Am Dienstag beginnen Großbritannien und die EU eine erneute Verhandlungsrunde über ihre künftigen Beziehungen. Nach dem Brexit gilt bis Ende des Jahres eine Übergangsphase, in der das Land noch zum Binnenmarkt und zur Zollunion gehört. Sollte innerhalb dieser Frist das geplante Handels- und Partnerschaftsabkommen nicht zustande kommen, müssten Zölle und andere Handelsbeschränkungen eingeführt werden.

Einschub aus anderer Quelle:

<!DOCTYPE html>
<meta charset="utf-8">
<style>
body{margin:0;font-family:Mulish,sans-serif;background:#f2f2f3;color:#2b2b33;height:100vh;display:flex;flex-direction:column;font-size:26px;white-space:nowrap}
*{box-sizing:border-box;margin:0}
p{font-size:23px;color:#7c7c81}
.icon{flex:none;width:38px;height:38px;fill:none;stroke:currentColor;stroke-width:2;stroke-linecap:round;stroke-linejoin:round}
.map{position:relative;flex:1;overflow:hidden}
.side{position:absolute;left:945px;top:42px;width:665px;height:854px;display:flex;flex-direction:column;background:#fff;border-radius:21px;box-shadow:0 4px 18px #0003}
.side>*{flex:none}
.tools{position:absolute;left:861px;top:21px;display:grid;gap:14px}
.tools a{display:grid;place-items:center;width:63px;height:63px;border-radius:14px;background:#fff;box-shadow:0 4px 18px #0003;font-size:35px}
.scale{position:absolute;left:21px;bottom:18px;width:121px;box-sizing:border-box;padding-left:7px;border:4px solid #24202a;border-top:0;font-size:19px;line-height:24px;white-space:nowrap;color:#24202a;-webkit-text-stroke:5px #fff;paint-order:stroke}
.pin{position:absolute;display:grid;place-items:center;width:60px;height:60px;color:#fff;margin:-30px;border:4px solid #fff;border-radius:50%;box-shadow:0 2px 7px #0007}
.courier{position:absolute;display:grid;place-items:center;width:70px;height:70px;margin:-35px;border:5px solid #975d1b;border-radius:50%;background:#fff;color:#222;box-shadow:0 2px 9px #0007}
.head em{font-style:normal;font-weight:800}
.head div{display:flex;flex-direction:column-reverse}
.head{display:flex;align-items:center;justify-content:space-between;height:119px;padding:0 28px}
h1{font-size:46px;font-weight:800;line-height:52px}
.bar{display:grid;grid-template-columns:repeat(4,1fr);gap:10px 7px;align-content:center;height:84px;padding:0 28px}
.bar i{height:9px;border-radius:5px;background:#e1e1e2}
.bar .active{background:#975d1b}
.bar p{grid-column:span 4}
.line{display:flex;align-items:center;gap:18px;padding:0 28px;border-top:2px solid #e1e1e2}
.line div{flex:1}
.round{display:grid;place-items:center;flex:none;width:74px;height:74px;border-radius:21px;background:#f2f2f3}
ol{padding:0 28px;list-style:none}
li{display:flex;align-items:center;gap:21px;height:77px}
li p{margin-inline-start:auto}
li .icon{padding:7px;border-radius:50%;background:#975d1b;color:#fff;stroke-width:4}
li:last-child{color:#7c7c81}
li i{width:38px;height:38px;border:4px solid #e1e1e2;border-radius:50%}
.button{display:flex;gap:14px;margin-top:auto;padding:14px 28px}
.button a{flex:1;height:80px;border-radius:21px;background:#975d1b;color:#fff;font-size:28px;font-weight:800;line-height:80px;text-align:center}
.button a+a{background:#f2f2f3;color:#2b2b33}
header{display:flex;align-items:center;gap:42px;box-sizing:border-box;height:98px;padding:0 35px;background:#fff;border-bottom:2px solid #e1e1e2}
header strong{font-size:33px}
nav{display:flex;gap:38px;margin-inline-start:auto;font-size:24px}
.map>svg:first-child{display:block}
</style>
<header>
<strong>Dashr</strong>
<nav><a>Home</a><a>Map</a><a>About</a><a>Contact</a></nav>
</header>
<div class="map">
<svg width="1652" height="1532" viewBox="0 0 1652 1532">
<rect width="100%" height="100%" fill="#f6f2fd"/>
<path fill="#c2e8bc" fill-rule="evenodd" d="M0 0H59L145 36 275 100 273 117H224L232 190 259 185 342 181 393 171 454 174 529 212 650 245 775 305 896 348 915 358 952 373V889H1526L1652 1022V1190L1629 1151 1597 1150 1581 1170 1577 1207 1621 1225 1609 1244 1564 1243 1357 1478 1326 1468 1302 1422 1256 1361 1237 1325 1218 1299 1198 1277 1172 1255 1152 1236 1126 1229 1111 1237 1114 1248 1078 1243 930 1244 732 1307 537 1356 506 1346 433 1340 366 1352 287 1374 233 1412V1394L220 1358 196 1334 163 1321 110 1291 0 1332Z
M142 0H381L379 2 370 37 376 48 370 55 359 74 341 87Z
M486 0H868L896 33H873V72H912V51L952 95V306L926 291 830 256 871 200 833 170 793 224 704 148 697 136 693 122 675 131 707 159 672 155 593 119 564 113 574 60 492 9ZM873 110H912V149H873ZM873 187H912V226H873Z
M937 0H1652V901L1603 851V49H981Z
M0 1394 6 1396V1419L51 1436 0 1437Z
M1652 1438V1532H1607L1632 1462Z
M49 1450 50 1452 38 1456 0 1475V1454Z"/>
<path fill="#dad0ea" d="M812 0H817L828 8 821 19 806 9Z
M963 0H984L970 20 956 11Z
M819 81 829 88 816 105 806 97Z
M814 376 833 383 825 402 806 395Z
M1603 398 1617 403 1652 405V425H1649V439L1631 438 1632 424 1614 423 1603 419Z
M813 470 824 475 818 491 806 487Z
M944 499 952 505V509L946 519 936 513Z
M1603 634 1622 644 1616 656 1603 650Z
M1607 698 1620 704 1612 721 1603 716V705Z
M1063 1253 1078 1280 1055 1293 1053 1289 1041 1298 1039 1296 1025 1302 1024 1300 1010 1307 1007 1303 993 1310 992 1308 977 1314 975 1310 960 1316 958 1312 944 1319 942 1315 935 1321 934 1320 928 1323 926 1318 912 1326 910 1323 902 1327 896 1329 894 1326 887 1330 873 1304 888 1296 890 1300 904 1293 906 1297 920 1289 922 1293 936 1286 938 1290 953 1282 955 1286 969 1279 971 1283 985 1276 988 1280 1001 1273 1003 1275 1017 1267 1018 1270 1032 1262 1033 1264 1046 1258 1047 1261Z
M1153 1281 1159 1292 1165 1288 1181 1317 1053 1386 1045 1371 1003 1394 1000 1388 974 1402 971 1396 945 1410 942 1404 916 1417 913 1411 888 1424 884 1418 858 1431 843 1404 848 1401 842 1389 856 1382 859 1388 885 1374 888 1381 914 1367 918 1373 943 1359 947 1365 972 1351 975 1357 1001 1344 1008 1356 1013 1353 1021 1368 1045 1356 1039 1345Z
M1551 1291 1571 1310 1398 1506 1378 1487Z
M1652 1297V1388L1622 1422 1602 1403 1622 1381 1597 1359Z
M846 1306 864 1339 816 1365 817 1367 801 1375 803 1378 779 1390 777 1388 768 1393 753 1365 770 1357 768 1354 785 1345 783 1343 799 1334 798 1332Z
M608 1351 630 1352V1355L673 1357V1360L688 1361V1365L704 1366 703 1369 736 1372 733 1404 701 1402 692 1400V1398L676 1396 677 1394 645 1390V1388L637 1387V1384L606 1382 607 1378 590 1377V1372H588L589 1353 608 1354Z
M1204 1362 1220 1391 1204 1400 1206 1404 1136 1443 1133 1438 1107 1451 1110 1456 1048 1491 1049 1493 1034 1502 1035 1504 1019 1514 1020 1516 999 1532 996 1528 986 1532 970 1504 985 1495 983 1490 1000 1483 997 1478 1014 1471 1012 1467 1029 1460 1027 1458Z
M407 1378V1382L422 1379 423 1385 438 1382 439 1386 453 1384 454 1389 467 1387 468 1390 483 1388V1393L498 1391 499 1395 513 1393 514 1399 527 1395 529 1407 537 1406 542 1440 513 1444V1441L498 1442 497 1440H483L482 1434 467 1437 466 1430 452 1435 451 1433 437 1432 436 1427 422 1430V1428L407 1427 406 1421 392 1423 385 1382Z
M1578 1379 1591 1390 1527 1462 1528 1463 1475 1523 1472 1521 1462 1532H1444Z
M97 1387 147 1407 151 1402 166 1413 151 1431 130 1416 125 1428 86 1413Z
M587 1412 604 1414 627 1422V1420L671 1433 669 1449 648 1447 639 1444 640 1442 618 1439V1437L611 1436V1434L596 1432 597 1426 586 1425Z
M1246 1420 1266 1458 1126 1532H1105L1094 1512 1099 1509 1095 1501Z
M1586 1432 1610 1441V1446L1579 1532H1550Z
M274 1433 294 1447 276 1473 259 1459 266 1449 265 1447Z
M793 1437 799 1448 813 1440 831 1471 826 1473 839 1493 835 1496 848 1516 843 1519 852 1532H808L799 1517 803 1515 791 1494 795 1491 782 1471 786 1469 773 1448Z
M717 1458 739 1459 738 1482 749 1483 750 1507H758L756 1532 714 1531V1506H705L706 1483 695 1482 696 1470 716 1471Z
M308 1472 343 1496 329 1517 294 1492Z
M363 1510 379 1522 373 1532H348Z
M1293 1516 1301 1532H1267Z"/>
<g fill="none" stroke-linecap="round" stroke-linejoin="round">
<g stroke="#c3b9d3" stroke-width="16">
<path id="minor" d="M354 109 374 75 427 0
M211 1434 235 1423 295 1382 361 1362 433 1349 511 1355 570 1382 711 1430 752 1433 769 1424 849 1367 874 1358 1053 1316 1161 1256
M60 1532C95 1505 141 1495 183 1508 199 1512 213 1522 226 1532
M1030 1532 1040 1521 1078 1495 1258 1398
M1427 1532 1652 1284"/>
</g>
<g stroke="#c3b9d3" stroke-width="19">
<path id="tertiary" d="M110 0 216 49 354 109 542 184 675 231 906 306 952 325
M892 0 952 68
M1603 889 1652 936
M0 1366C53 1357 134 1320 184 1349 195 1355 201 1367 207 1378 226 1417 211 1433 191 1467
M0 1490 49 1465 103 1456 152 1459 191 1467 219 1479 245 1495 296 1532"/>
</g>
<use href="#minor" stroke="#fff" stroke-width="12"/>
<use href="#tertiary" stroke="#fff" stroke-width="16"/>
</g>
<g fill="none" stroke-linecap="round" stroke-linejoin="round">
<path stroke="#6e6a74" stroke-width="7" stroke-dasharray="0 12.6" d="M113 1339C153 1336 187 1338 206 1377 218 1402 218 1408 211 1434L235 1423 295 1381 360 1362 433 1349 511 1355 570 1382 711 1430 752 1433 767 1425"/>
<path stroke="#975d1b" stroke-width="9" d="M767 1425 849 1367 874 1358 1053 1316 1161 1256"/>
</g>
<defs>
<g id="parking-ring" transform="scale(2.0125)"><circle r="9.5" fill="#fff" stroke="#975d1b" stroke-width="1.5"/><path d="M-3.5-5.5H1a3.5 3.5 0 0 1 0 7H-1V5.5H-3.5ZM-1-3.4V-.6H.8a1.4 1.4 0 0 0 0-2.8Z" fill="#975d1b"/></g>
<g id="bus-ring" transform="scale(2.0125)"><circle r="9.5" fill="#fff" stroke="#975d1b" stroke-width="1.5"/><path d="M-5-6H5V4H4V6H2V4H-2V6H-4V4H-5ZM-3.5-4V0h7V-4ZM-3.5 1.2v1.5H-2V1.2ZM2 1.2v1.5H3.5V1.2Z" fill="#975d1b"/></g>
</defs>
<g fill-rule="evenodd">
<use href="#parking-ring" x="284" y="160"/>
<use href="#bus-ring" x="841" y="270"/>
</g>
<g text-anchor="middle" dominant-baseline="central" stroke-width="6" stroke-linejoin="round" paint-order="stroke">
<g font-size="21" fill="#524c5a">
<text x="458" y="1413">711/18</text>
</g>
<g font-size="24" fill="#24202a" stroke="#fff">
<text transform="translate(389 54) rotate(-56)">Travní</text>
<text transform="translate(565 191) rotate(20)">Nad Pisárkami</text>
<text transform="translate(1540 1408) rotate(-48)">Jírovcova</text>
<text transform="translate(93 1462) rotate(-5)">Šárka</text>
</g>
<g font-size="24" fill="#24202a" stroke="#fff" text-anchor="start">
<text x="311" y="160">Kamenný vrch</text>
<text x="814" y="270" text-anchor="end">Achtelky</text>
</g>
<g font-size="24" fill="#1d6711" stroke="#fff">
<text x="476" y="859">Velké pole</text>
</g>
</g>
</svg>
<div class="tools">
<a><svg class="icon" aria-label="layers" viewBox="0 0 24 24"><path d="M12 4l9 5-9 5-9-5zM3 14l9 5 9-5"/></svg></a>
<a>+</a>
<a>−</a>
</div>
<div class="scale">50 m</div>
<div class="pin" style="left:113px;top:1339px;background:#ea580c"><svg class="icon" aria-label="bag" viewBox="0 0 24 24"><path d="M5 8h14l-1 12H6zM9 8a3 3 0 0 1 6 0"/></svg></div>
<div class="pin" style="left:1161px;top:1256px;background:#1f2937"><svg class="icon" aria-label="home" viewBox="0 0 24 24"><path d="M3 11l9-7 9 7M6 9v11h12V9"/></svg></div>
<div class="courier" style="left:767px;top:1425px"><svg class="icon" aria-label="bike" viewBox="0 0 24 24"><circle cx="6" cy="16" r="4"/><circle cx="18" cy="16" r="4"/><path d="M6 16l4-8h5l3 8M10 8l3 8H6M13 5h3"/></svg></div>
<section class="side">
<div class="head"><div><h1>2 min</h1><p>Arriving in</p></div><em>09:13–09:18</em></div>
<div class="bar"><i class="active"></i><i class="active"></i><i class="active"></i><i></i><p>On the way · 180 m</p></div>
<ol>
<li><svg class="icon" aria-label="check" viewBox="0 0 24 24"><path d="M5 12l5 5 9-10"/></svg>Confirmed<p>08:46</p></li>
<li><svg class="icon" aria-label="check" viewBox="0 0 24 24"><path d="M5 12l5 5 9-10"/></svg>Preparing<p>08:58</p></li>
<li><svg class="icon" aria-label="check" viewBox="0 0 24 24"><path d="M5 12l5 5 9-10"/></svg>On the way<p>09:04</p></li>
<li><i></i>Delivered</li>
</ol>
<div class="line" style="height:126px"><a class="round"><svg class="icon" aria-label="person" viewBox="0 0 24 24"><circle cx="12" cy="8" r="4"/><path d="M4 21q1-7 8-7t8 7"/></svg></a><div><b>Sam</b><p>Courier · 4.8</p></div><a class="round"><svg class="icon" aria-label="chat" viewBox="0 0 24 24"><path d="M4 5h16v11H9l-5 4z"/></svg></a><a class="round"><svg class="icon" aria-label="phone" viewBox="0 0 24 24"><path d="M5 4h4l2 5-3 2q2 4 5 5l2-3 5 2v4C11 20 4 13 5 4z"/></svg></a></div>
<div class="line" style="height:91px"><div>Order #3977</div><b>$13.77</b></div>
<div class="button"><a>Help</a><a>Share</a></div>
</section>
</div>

Londons Bürgermeister Sadiq Khan hat nun gefordert, die Übergangsphase zu verlängern. Am wenigsten könne Großbritannien in der Corona-Krise jetzt "mehr Chaos und Unsicherheit" gebrauchen, schrieb der Labour-Politiker an die Regierung von Premierminister Boris Johnson. Eine Verlängerung um bis zu zwei Jahre wäre möglich, müsste aber noch im Juni beschlossen werden. Johnson lehnt dies allerdings strikt ab. 

"Ich fordere die Regierung auf, die politische Ideologie beiseitezustellen", heißt es in dem Schreiben Khans. Stattdessen sollte Großbritannien sich voll auf den Kampf gegen das Coronavirus konzentrieren. Das Land hat offiziellen Statistiken zufolge die meisten Corona-Todesopfer in Europa. Viele Wissenschaftler werfen der Regierung vor, zu spät reagiert zu haben.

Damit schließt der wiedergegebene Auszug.